On March 7, 2012, United Nations Secretary General Ban ki-Moon said: “We see a pattern of violence and discrimination directed at people just because they are gay, lesbian, bisexual or transgender …”

The speech was made after the UN recognised such people’s rights as human rights. In Geneva on June 17, 2011, the United Nations Human Rights Council passed a resolution on human rights violations based on sexual orientation and gender identity. The UN’s press release opted to simply use the term “trans” to refer to both transsexual and transgender people.

I had the chance to talk with a high level official at the Passport department in Bangladesh regarding the recent “Hijra” initiative. He expressed his concern and said: “I am worried – how would other countries know what Hijra is if we have to refer them with the suggested term that came from the cabinet?”

We can obviously appreciate the fact that the government took a stance in favour of those who neither identify as being male or female. However, in choosing to only allow the term ‘Hijra’ they are not thinking about the international perspective. Now, the choice is whether people would prefer a flawed term in law or policy which will undoubtedly bring more sufferings, or would rather point out the flaws and give the government the chance to correct those.

I would prefer to criticise the government regarding this step because it is not criticism for criticism’s sake, but constructive criticism. We need to think about and debate each and every definition in which there are flaws, even if it brings good to just a few people.
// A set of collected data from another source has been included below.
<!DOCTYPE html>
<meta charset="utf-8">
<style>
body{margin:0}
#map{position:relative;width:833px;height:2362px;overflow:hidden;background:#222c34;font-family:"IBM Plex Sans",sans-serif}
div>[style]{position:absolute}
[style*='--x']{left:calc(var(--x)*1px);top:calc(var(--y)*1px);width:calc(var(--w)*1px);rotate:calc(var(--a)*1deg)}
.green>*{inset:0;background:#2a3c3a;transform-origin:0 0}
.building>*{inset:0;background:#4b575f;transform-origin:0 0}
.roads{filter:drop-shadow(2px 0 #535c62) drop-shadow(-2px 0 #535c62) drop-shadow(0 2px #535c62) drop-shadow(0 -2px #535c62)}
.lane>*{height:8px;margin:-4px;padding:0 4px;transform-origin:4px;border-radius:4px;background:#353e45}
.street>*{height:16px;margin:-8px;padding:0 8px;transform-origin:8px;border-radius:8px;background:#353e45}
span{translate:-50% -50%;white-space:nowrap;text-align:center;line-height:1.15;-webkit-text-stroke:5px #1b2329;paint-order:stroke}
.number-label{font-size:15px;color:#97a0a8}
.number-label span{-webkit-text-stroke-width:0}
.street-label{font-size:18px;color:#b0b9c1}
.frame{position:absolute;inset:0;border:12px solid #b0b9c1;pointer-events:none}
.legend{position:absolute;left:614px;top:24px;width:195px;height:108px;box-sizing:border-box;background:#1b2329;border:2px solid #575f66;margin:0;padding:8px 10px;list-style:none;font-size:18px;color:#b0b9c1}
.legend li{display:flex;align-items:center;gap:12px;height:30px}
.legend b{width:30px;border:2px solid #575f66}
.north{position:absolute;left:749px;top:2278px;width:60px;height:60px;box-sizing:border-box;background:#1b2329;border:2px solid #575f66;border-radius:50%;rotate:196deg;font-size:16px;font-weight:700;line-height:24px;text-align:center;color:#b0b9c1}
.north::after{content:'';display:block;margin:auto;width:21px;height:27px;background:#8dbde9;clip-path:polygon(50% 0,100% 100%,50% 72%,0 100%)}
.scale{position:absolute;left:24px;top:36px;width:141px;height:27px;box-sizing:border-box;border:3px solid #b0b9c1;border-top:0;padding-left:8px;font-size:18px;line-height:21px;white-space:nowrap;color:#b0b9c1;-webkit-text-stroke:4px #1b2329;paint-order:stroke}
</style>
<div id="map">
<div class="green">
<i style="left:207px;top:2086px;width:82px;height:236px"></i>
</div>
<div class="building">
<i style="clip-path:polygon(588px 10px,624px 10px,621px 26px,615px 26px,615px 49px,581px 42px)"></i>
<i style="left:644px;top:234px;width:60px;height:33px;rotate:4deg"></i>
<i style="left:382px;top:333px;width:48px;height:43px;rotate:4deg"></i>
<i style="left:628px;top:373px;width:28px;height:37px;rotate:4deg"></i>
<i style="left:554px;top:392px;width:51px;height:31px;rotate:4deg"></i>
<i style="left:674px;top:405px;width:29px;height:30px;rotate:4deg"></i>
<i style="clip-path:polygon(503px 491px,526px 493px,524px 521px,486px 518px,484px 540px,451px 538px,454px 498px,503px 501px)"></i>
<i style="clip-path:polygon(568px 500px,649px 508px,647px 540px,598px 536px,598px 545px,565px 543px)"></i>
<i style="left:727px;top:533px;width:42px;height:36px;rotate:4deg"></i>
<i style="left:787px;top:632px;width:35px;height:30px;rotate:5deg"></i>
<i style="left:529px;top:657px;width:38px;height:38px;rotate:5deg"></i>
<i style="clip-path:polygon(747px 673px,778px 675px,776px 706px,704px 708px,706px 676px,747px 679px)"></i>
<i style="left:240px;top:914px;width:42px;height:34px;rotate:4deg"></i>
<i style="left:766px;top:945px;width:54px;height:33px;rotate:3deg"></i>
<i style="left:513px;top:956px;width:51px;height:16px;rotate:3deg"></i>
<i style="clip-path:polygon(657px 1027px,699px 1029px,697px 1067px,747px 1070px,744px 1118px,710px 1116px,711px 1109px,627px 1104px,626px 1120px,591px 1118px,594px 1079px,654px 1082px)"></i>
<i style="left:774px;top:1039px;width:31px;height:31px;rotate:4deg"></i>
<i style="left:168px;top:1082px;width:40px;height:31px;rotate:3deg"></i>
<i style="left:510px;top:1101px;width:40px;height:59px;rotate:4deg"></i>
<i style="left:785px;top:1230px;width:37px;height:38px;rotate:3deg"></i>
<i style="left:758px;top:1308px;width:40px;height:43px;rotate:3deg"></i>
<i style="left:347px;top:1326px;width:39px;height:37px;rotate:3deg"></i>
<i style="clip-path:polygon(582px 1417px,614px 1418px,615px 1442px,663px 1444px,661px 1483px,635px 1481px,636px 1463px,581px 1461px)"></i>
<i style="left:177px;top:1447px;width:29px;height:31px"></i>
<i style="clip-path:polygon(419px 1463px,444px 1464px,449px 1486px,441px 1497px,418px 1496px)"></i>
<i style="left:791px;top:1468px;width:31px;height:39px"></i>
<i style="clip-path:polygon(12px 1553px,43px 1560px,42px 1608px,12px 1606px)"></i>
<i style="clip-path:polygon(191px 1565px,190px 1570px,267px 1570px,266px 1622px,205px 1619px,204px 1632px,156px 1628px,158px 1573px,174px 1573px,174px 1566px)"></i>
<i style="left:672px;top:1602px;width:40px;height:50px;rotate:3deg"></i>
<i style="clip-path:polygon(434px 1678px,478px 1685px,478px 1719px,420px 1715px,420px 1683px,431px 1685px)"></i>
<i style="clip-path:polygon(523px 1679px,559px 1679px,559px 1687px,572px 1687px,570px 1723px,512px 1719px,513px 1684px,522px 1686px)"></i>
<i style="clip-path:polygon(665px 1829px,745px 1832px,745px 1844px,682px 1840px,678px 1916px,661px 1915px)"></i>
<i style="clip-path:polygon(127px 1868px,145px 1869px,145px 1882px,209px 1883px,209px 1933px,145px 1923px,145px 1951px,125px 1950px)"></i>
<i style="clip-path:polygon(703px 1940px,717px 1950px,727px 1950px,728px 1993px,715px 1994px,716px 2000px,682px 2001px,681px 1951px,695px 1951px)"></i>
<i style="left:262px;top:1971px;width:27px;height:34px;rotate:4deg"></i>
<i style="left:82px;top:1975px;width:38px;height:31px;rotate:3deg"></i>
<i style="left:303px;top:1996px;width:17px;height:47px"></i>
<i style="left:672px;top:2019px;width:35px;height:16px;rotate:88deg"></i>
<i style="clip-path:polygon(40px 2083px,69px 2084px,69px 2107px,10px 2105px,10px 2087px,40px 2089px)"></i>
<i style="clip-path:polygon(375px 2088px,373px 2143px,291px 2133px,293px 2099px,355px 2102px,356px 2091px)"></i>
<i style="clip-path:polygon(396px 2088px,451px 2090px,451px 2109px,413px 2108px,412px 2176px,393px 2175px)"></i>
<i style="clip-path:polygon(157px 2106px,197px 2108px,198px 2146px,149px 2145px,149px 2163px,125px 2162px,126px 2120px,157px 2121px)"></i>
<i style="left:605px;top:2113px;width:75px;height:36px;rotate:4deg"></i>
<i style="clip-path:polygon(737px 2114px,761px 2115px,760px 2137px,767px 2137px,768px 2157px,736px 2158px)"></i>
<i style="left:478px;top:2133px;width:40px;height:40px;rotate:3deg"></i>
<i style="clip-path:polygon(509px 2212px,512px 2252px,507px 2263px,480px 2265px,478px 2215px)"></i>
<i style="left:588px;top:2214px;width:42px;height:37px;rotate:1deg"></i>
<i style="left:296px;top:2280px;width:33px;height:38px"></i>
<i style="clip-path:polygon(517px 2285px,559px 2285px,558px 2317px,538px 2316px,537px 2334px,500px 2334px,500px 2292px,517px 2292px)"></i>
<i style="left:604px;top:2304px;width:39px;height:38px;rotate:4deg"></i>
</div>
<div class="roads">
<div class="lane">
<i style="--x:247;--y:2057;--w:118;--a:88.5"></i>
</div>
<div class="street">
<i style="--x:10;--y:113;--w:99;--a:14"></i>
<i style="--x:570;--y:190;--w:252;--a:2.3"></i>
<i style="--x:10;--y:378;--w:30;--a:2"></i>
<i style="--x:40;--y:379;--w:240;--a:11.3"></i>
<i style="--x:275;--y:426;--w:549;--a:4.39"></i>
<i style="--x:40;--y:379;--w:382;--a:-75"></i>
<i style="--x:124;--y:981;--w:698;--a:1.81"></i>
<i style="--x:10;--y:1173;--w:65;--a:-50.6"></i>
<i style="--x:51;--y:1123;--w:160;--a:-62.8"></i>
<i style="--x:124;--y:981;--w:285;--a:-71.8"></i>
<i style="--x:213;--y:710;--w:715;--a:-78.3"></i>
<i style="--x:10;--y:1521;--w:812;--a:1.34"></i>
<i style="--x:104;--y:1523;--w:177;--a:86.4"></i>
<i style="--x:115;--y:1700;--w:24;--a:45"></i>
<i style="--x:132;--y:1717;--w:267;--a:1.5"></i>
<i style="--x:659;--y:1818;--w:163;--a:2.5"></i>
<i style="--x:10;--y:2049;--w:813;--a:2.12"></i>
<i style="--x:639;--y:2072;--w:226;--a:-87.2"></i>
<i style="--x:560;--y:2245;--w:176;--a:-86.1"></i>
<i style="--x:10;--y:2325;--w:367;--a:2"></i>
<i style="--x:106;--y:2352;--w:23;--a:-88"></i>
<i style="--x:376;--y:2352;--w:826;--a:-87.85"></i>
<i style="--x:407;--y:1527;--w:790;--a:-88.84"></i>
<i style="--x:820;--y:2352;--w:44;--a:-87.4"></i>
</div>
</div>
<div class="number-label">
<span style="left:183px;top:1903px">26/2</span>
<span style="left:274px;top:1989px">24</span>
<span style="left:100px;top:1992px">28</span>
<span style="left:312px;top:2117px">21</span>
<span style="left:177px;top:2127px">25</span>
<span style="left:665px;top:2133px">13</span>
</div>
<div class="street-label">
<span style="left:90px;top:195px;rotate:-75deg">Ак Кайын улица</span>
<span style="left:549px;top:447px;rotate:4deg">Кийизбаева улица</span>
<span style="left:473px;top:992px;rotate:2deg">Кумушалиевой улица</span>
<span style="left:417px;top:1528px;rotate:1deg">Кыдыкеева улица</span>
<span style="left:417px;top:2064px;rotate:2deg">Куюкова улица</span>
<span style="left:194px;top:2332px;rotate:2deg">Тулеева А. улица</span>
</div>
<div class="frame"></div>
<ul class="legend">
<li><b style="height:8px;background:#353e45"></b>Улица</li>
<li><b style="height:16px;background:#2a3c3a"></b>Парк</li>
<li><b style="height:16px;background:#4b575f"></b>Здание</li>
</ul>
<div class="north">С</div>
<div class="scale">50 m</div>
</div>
Ultimately, we want recognition for all, not only a few.

Lastly, we also have to respect the fact that there are some trans-people who identify with the word “Hijra” more as they feel that they are reclaiming a word which has historically been used to disrespect them. It is important however, that we should use an internationally recognised umbrella term which is understandable to all, both nationally and internationally.

Then, those who want to be recognised as Hijra, are given the option on official documents to specify their gender and thus not be excluded from any government decision.